(Collected data)

☆ ☆ ☆ ☆ ☆ ☆ ☆

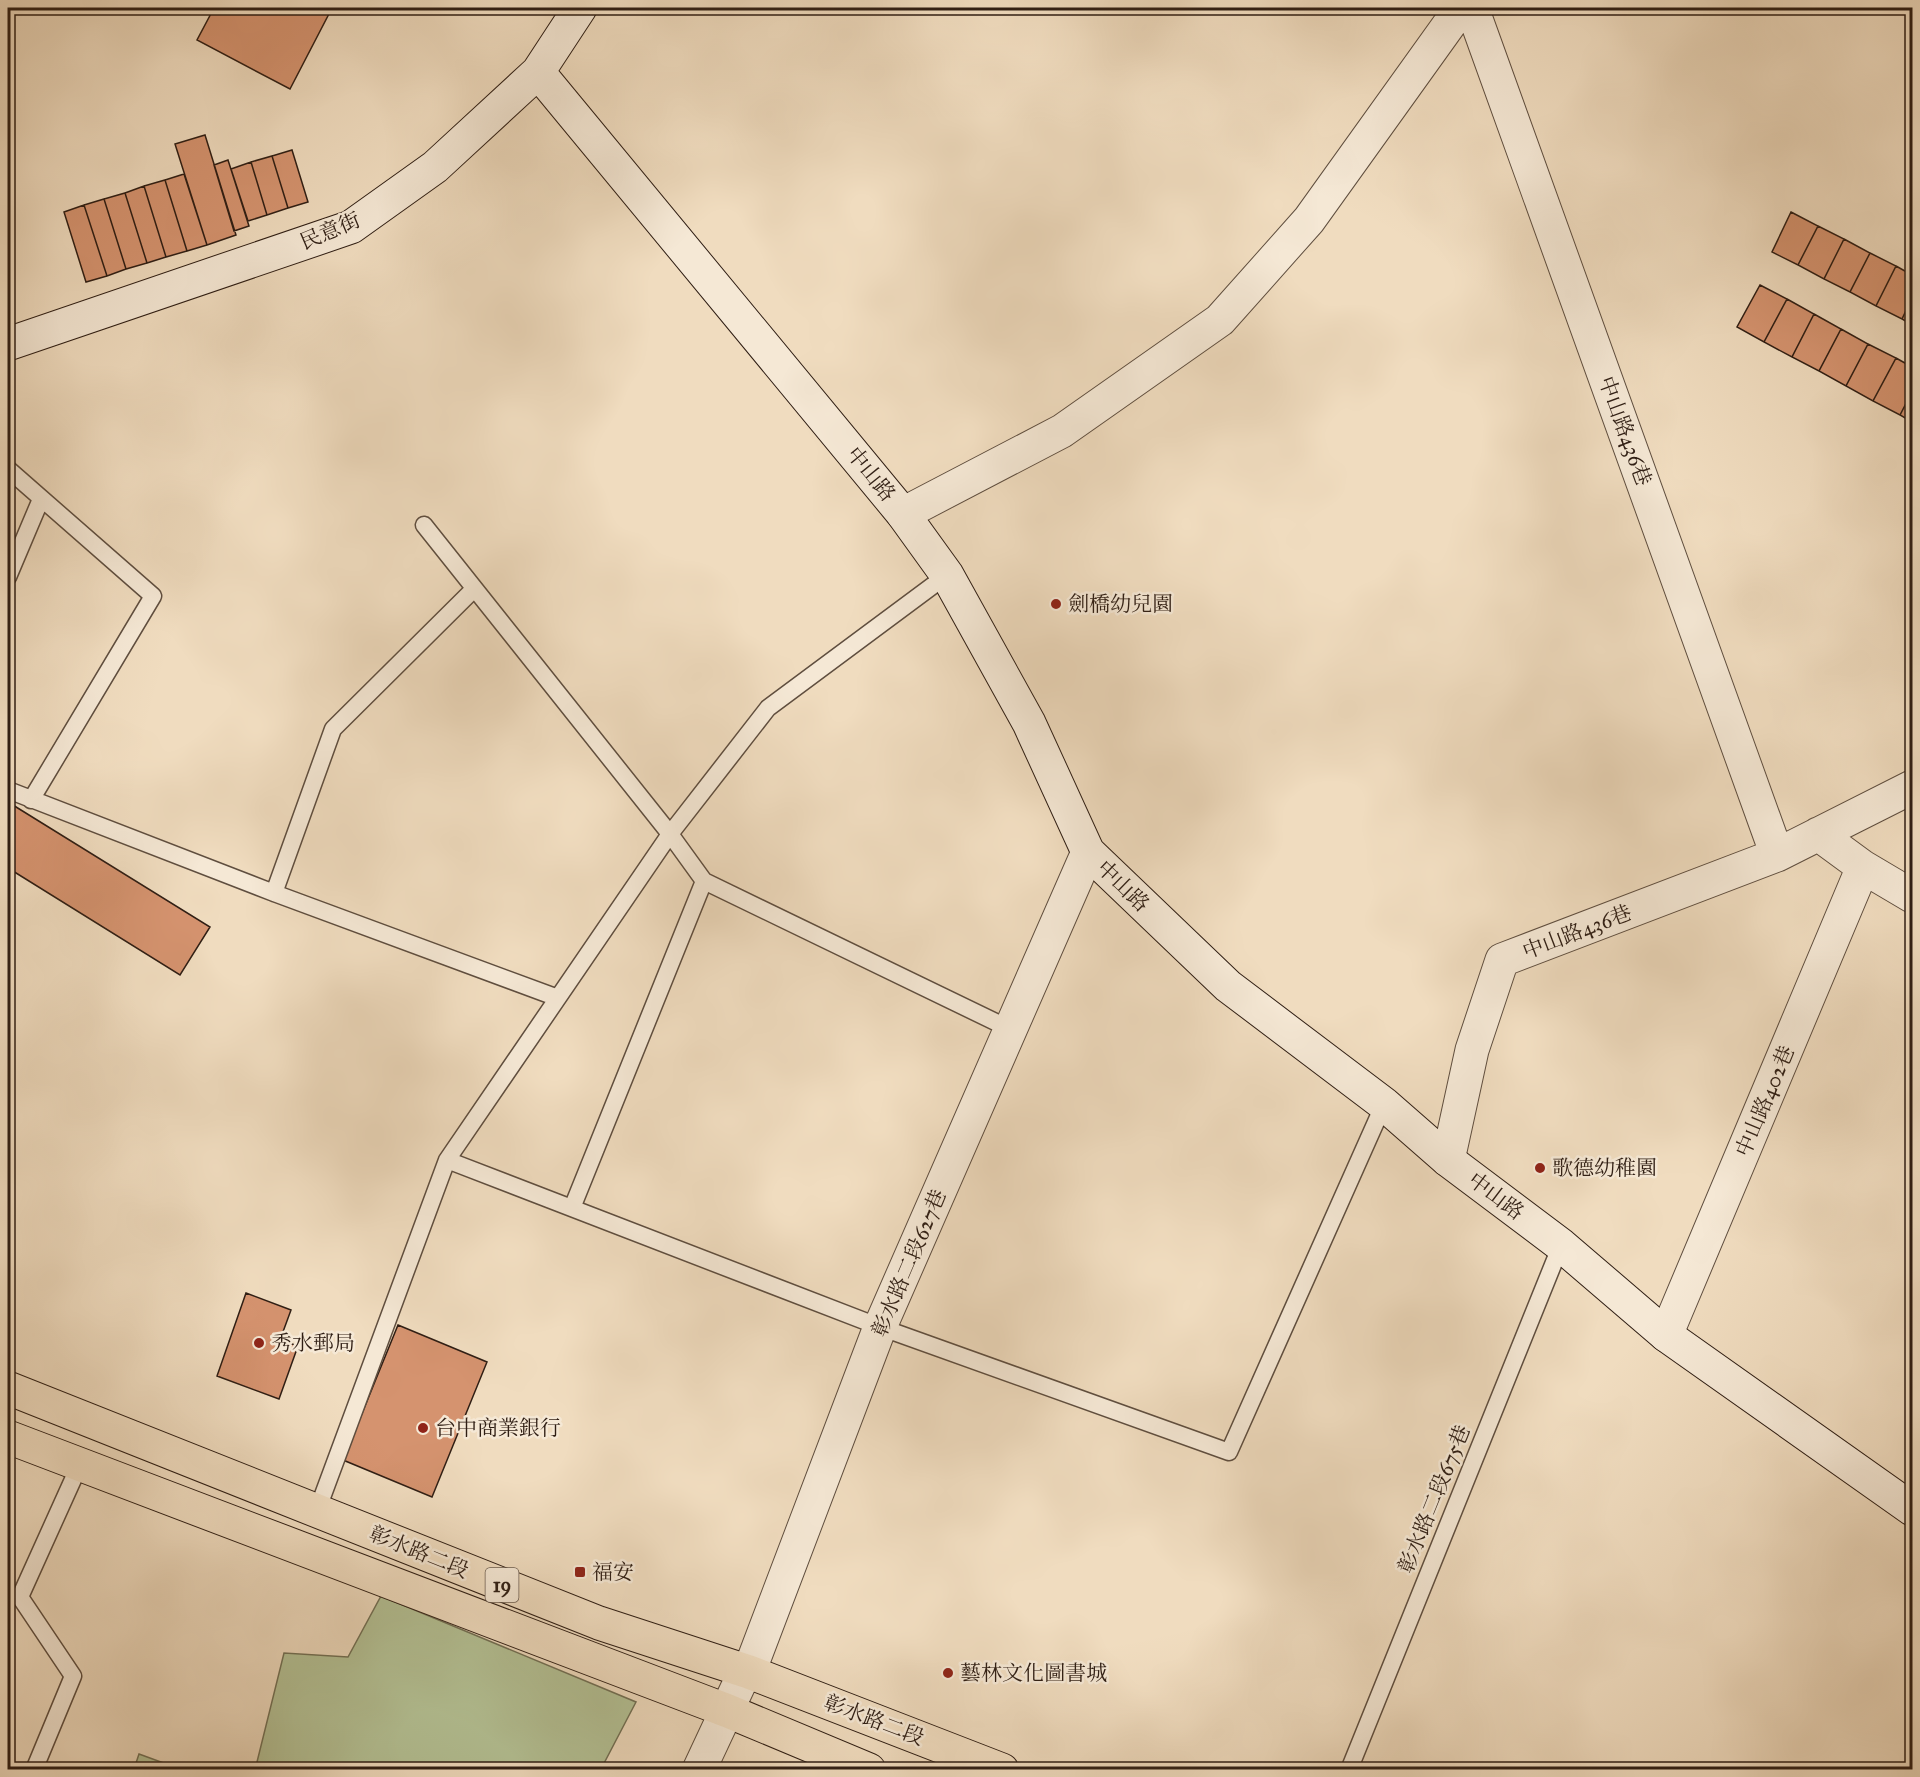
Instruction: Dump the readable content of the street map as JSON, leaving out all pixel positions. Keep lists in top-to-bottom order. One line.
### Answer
{"streets":{"main road":["彰水路二段","19"],"street":["民意街","中山路436巷","中山路","中山路402巷","彰水路二段627巷"],"lane":["彰水路二段675巷"]},"crossings":[["民意街","中山路"],["中山路436巷","中山路"],["中山路","中山路402巷"],["中山路","彰水路二段627巷"],["中山路","彰水路二段675巷"],["彰水路二段627巷","彰水路二段"]],"places":{"other":["劍橋幼兒園","歌德幼稚園","秀水郵局","台中商業銀行","藝林文化圖書城"],"transit":["福安"]}}
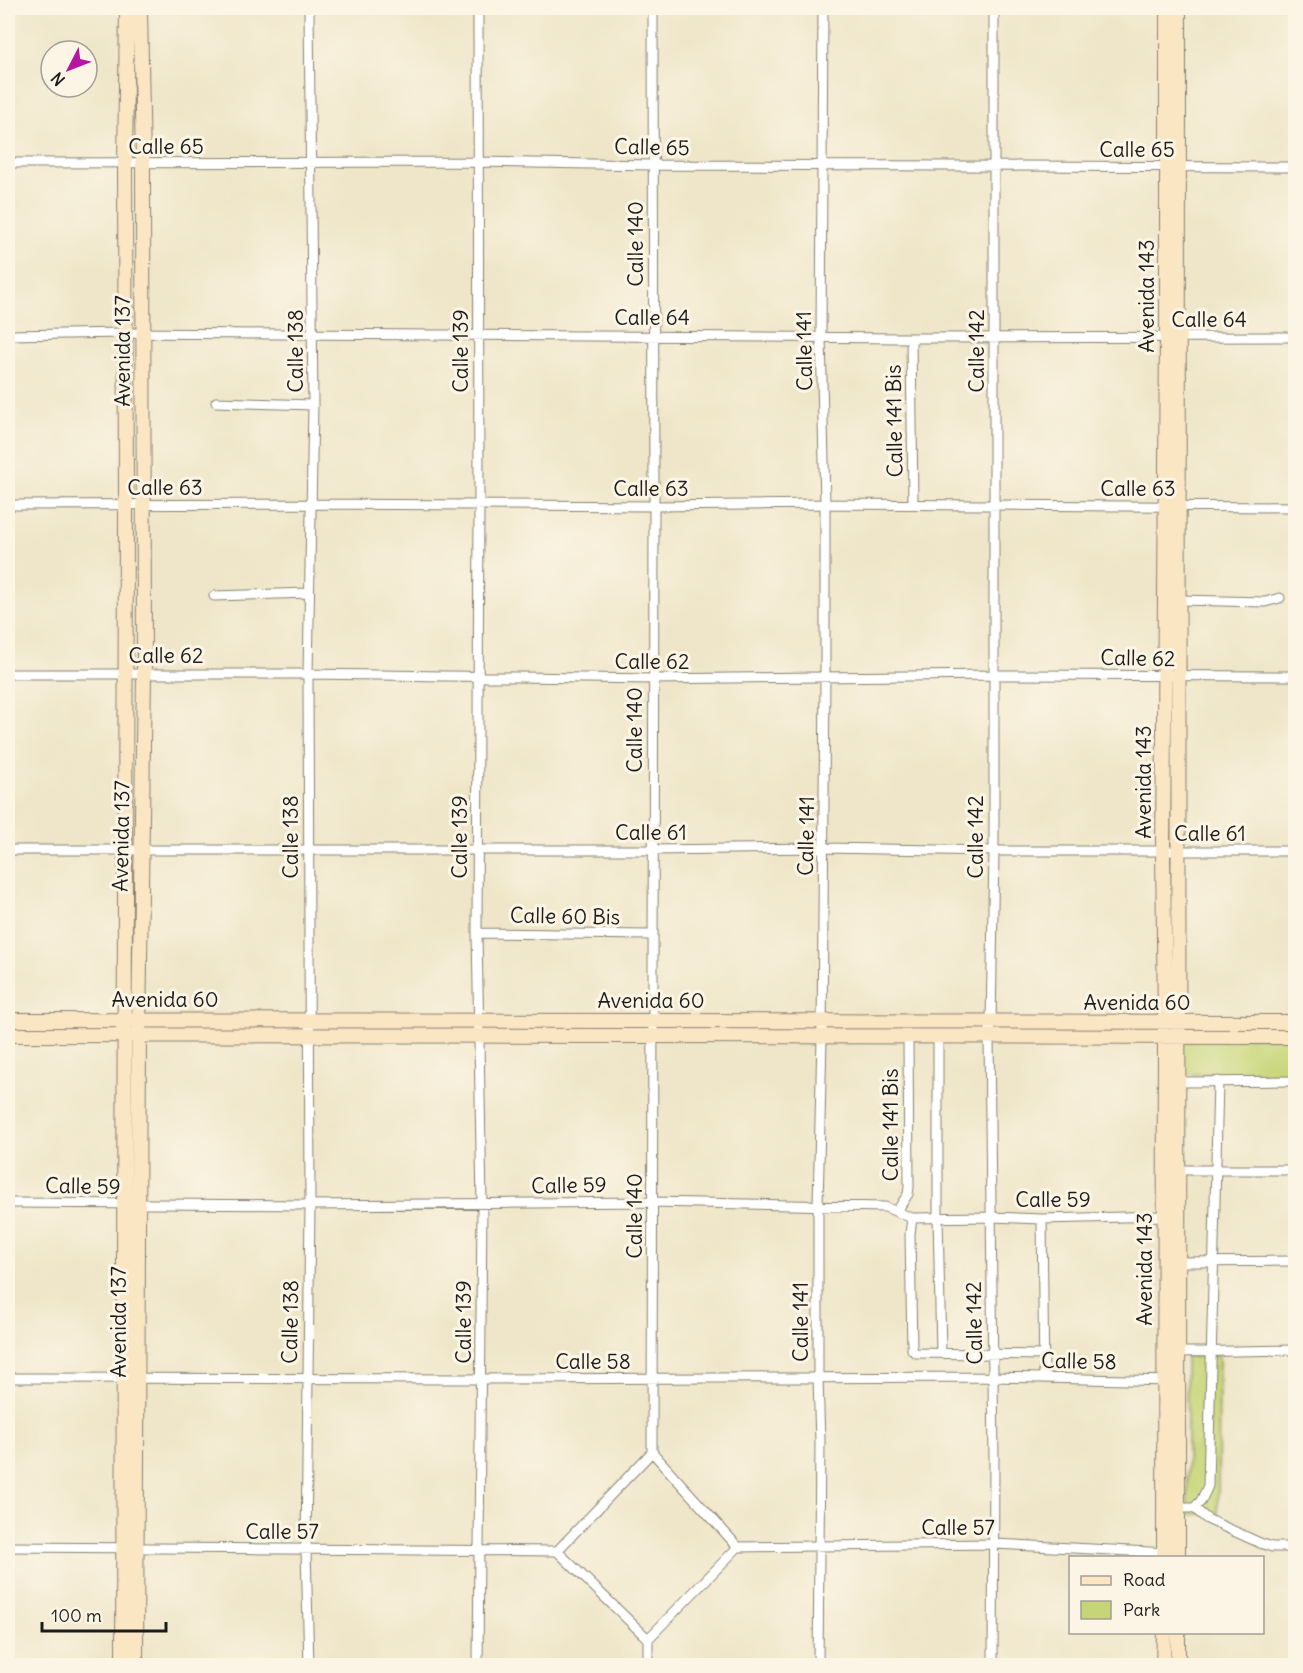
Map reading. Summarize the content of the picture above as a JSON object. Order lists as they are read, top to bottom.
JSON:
{
  "streets": {
    "main road": ["Avenida 143", "Avenida 137", "Avenida 60"],
    "street": [
      "Calle 65",
      "Calle 140",
      "Calle 64",
      "Calle 138",
      "Calle 139",
      "Calle 141",
      "Calle 142",
      "Calle 141 Bis",
      "Calle 63",
      "Calle 62",
      "Calle 61",
      "Calle 60 Bis",
      "Calle 59",
      "Calle 58",
      "Calle 57"
    ]
  },
  "crossings": [
    ["Calle 65", "Calle 140"],
    ["Calle 65", "Avenida 143"],
    ["Calle 65", "Avenida 137"],
    ["Calle 65", "Calle 138"],
    ["Calle 65", "Calle 139"],
    ["Calle 65", "Calle 141"],
    ["Calle 65", "Calle 142"],
    ["Calle 140", "Calle 64"],
    ["Calle 140", "Calle 63"],
    ["Calle 140", "Calle 62"],
    ["Calle 140", "Calle 61"],
    ["Calle 140", "Calle 60 Bis"],
    ["Calle 140", "Avenida 60"],
    ["Calle 140", "Calle 59"],
    ["Calle 140", "Calle 58"],
    ["Avenida 143", "Calle 64"],
    ["Avenida 143", "Calle 63"],
    ["Avenida 143", "Calle 62"],
    ["Avenida 143", "Calle 61"],
    ["Avenida 143", "Avenida 60"],
    ["Avenida 143", "Calle 59"],
    ["Avenida 143", "Calle 58"],
    ["Avenida 143", "Calle 57"],
    ["Calle 64", "Avenida 137"],
    ["Calle 64", "Calle 138"],
    ["Calle 64", "Calle 139"],
    ["Calle 64", "Calle 141"],
    ["Calle 64", "Calle 142"],
    ["Calle 64", "Calle 141 Bis"],
    ["Avenida 137", "Calle 63"],
    ["Avenida 137", "Calle 62"],
    ["Avenida 137", "Calle 61"],
    ["Avenida 137", "Avenida 60"],
    ["Avenida 137", "Calle 59"],
    ["Avenida 137", "Calle 58"],
    ["Avenida 137", "Calle 57"],
    ["Calle 138", "Calle 63"],
    ["Calle 138", "Calle 62"],
    ["Calle 138", "Calle 61"],
    ["Calle 138", "Avenida 60"],
    ["Calle 138", "Calle 59"],
    ["Calle 138", "Calle 58"],
    ["Calle 138", "Calle 57"],
    ["Calle 139", "Calle 63"],
    ["Calle 139", "Calle 62"],
    ["Calle 139", "Calle 61"],
    ["Calle 139", "Calle 60 Bis"],
    ["Calle 139", "Avenida 60"],
    ["Calle 139", "Calle 59"],
    ["Calle 139", "Calle 58"],
    ["Calle 139", "Calle 57"],
    ["Calle 141", "Calle 63"],
    ["Calle 141", "Calle 62"],
    ["Calle 141", "Calle 61"],
    ["Calle 141", "Avenida 60"],
    ["Calle 141", "Calle 59"],
    ["Calle 141", "Calle 58"],
    ["Calle 141", "Calle 57"],
    ["Calle 142", "Calle 63"],
    ["Calle 142", "Calle 62"],
    ["Calle 142", "Calle 61"],
    ["Calle 142", "Avenida 60"],
    ["Calle 142", "Calle 59"],
    ["Calle 142", "Calle 58"],
    ["Calle 142", "Calle 57"],
    ["Calle 141 Bis", "Calle 63"],
    ["Calle 141 Bis", "Avenida 60"],
    ["Calle 141 Bis", "Calle 59"]
  ],
  "legend": ["Road", "Park"],
  "scale_bar": "100 m",
  "north": "bottom left"
}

☆ ☆ ☆ ☆ ☆ ☆ ☆

*The problem:*
Restate word for word every line from the top of the entries above to the line with "Map reading. Summarize", inclusive, and skip any pictures.

*Answer for the task:*
Instruction: Dump the readable content of the street map as JSON, leaving out all pixel positions. Keep lists in top-to-bottom order. One line.
### Answer
{"streets":{"main road":["彰水路二段","19"],"street":["民意街","中山路436巷","中山路","中山路402巷","彰水路二段627巷"],"lane":["彰水路二段675巷"]},"crossings":[["民意街","中山路"],["中山路436巷","中山路"],["中山路","中山路402巷"],["中山路","彰水路二段627巷"],["中山路","彰水路二段675巷"],["彰水路二段627巷","彰水路二段"]],"places":{"other":["劍橋幼兒園","歌德幼稚園","秀水郵局","台中商業銀行","藝林文化圖書城"],"transit":["福安"]}}
Map reading. Summarize the content of the picture above as a JSON object. Order lists as they are read, top to bottom.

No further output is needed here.